Copom sinaliza corte dos juros em março

Copom sinaliza corte dos juros em março

leandro santos
0

 


economia ilustração 2
Foto: Marcello Casal Jr/Agência Brasil/Arquivo
© MARCELLO CASAL JR/AGÊNCIA BRASIL/ARQUIVO

O Comitê de Política Monetária indicou um corte com serenidade na taxa de juros em março, de acordo com a ata da última reunião divulgada nesta terça-feira (3) pelo Banco Central. No encontro dias 27 e 28 de janeiro, foi mantida a Selic em 15% ao ano.

O documento traz que a queda recente da inflação e sinais do impacto da política monetária abriram espaço para o Copom sinalizar um corte. No entanto, fatores que pressionam preços como mercado de trabalho aquecido, fazem com que o patamar dos juros precise continuar elevado por mais tempo. Por isso, segundo o Copom, o tamanho e a velocidade do corte vão depender de mais informações que permitam uma análise mais precisa das tendências.

O professor de economia da UnB, José Luiz Oreiro, questiona quais tendências são essas: de inflação ou de atividade econômica?

"Talvez seja o que o Copom quis dizer, é que não há como identificar tendências de desaceleração do nível de atividade econômica.

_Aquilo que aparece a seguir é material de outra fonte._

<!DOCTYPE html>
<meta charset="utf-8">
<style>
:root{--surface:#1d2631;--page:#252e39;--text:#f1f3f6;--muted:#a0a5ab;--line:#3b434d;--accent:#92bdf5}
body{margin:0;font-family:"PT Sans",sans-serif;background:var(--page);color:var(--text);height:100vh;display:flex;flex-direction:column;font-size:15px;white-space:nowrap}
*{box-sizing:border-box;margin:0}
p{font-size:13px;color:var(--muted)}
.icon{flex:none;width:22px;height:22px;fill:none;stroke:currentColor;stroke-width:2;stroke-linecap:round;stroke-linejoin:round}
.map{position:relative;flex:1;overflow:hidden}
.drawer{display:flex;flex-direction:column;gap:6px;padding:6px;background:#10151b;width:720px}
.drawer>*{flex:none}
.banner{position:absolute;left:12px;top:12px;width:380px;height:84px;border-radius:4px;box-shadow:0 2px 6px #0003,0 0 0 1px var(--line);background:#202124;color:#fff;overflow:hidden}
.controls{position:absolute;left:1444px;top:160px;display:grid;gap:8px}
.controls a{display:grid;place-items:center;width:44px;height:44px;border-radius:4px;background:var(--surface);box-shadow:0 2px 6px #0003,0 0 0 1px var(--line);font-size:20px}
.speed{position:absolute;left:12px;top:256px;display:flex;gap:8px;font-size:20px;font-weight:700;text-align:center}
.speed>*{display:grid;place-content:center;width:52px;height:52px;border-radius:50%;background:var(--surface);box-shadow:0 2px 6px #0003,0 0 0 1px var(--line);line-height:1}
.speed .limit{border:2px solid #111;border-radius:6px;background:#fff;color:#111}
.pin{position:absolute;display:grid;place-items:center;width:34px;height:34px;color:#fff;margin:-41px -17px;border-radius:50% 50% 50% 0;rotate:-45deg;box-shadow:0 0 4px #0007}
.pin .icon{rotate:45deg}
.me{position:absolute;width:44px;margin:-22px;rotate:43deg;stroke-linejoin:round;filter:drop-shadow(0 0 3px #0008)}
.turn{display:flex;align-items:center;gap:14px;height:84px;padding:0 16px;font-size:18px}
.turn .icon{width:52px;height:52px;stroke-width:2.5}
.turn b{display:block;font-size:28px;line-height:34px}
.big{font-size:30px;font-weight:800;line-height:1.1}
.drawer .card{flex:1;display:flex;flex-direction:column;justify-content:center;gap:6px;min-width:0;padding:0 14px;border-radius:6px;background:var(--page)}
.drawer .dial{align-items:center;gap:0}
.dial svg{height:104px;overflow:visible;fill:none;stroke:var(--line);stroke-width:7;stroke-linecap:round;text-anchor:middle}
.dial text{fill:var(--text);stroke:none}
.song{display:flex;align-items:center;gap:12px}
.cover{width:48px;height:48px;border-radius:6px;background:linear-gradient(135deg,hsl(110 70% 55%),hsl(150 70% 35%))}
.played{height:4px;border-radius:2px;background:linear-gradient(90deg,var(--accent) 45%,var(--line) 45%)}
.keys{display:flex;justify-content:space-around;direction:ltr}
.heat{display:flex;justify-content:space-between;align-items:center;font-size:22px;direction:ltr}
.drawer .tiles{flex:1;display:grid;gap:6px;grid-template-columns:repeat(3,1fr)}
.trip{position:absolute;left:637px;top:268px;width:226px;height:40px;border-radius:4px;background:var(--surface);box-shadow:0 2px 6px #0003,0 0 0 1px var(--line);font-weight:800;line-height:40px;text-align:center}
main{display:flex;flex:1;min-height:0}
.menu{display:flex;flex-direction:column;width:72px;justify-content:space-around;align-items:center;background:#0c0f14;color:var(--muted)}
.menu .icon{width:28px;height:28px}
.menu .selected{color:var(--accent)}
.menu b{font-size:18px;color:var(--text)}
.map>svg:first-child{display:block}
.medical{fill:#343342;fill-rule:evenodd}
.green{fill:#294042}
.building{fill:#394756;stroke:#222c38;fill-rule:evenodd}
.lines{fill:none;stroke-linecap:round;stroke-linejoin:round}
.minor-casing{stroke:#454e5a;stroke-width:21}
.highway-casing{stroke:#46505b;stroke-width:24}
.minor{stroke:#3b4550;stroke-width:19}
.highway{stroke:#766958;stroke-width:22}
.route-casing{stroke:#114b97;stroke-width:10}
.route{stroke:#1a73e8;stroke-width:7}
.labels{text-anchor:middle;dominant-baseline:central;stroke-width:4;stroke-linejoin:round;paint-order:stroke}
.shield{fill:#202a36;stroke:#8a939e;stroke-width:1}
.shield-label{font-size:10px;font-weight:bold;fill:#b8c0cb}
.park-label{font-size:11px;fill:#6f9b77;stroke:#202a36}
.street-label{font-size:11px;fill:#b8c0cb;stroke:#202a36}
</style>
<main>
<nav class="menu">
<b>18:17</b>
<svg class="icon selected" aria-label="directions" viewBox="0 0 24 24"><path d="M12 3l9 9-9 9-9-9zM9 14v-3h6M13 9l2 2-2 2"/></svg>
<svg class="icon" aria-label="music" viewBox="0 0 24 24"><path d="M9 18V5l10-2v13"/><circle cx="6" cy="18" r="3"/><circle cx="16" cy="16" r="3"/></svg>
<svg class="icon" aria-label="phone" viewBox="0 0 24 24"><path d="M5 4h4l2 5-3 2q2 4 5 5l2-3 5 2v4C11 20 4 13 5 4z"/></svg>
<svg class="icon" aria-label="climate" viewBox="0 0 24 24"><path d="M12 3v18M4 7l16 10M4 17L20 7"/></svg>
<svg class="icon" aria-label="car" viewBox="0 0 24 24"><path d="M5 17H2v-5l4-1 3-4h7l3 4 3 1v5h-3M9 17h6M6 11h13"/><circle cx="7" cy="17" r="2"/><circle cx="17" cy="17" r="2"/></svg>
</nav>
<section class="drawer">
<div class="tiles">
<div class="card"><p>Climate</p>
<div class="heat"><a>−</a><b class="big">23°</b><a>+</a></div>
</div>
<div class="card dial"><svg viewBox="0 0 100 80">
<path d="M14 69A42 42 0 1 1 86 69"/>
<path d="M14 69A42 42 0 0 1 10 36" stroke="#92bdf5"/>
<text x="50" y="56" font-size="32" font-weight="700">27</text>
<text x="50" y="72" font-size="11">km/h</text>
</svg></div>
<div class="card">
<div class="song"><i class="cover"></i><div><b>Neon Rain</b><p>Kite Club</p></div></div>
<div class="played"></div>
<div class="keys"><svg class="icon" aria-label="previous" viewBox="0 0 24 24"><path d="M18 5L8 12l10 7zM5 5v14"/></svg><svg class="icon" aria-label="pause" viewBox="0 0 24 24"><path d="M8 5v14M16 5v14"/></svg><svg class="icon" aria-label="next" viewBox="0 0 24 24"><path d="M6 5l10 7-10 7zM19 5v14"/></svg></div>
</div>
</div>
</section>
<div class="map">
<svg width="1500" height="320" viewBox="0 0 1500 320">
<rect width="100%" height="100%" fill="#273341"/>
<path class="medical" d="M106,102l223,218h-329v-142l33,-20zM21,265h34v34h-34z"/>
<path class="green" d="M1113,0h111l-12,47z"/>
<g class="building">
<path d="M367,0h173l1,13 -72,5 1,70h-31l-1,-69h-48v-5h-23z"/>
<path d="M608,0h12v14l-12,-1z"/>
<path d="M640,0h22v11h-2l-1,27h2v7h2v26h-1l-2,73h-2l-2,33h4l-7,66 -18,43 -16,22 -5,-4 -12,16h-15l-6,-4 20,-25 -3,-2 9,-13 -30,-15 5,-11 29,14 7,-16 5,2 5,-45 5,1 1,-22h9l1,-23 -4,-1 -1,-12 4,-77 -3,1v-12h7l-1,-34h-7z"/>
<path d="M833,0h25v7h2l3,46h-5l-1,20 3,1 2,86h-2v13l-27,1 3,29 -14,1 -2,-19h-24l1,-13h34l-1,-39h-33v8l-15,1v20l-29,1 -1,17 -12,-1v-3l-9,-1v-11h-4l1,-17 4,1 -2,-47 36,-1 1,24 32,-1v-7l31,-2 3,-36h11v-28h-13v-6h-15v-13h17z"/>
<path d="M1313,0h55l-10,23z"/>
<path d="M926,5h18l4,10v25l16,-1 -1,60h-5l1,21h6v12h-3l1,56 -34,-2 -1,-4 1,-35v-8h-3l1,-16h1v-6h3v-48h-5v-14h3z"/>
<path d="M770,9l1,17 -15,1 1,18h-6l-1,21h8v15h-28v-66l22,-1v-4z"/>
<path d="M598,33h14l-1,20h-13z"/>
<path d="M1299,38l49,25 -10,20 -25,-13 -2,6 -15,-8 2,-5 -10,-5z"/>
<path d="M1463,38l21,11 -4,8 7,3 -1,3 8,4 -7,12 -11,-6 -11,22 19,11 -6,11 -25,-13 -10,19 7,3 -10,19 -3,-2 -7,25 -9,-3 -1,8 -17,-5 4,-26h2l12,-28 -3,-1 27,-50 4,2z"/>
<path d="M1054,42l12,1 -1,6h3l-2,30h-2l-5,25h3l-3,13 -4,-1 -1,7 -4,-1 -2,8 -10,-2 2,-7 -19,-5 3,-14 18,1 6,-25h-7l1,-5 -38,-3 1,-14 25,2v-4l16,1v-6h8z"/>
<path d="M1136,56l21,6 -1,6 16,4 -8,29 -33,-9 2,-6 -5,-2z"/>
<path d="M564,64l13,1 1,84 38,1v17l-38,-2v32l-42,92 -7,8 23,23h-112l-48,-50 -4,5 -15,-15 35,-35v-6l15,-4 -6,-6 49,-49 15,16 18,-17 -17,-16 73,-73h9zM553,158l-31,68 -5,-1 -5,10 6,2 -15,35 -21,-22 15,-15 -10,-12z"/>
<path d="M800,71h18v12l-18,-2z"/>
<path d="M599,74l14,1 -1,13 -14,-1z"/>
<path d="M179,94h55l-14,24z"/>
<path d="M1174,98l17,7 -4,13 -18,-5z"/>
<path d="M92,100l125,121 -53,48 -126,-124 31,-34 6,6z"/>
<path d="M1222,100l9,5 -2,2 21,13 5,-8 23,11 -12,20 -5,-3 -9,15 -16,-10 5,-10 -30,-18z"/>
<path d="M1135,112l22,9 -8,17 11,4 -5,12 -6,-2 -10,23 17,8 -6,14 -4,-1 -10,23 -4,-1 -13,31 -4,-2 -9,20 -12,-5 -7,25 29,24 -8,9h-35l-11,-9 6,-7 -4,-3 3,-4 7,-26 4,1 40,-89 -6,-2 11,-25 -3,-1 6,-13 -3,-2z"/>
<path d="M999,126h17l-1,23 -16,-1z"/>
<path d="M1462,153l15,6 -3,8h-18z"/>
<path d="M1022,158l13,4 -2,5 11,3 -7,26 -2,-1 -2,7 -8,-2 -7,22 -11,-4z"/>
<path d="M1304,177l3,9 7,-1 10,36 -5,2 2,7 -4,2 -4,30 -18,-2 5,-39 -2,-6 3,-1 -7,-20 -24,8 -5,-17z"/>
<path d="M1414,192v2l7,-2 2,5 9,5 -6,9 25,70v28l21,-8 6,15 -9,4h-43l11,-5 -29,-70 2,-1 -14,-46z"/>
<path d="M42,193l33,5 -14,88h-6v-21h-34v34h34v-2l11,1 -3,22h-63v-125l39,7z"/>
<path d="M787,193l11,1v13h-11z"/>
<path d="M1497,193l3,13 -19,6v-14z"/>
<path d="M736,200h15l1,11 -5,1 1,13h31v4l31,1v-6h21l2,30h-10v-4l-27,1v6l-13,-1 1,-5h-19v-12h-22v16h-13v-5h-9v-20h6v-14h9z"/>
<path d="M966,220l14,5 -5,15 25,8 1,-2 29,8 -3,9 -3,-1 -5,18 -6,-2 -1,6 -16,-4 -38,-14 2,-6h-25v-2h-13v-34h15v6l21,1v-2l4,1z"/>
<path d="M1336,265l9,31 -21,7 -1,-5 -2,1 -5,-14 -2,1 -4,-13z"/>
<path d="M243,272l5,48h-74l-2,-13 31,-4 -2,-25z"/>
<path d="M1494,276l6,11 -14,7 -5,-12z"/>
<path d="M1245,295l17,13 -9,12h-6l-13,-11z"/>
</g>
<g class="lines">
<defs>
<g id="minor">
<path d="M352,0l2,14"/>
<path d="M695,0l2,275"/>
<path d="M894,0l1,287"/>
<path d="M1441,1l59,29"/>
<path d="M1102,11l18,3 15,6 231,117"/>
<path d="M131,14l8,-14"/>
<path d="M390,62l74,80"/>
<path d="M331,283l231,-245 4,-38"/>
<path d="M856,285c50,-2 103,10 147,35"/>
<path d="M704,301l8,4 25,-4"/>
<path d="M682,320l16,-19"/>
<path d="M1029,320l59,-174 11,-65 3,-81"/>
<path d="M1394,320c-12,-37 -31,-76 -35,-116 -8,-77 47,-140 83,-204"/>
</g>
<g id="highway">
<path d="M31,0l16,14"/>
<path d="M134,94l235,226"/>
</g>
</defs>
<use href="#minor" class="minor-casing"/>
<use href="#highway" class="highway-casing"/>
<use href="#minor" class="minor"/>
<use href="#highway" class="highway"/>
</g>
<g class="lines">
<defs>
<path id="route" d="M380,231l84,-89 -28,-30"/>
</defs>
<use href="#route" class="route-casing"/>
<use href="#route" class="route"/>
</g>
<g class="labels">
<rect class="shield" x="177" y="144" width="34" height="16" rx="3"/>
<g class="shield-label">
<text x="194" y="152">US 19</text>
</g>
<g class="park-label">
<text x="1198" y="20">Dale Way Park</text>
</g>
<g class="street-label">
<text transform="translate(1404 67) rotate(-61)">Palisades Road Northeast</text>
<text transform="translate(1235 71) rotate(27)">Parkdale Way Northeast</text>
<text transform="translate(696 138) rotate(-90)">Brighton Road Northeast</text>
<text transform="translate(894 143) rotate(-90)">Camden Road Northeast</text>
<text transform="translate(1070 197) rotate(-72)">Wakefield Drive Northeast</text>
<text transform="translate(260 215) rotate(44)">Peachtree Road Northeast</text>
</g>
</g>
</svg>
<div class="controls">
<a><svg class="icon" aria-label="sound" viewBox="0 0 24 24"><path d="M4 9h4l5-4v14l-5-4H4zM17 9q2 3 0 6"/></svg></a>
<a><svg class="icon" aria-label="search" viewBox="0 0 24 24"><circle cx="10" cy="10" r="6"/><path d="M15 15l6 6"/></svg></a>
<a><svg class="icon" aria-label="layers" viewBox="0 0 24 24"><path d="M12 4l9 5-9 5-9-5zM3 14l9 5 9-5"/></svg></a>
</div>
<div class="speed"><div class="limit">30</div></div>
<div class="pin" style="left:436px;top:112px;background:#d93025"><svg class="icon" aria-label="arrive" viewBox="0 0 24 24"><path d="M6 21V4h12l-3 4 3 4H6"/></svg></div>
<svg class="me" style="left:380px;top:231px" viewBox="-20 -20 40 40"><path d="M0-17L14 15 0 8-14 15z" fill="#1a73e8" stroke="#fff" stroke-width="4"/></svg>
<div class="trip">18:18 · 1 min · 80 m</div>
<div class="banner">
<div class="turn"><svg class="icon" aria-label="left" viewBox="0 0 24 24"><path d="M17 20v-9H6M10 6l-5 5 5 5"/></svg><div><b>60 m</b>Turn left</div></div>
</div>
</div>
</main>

Aí eles podem ter alguma razão, mas eles estão supondo que o comportamento da inflação se deve a um excesso de demanda. Quando não é o caso. A inflação caiu a partir de maio de 2025 de forma consistente devido à queda do preço dos alimentos e da energia. Não tem nada a ver com excesso de demanda".

O professor Hugo Garbe, da Universidade Mackenzie, acredita que o Banco Central é conservador em excesso, o que prejudica a economia e investimento.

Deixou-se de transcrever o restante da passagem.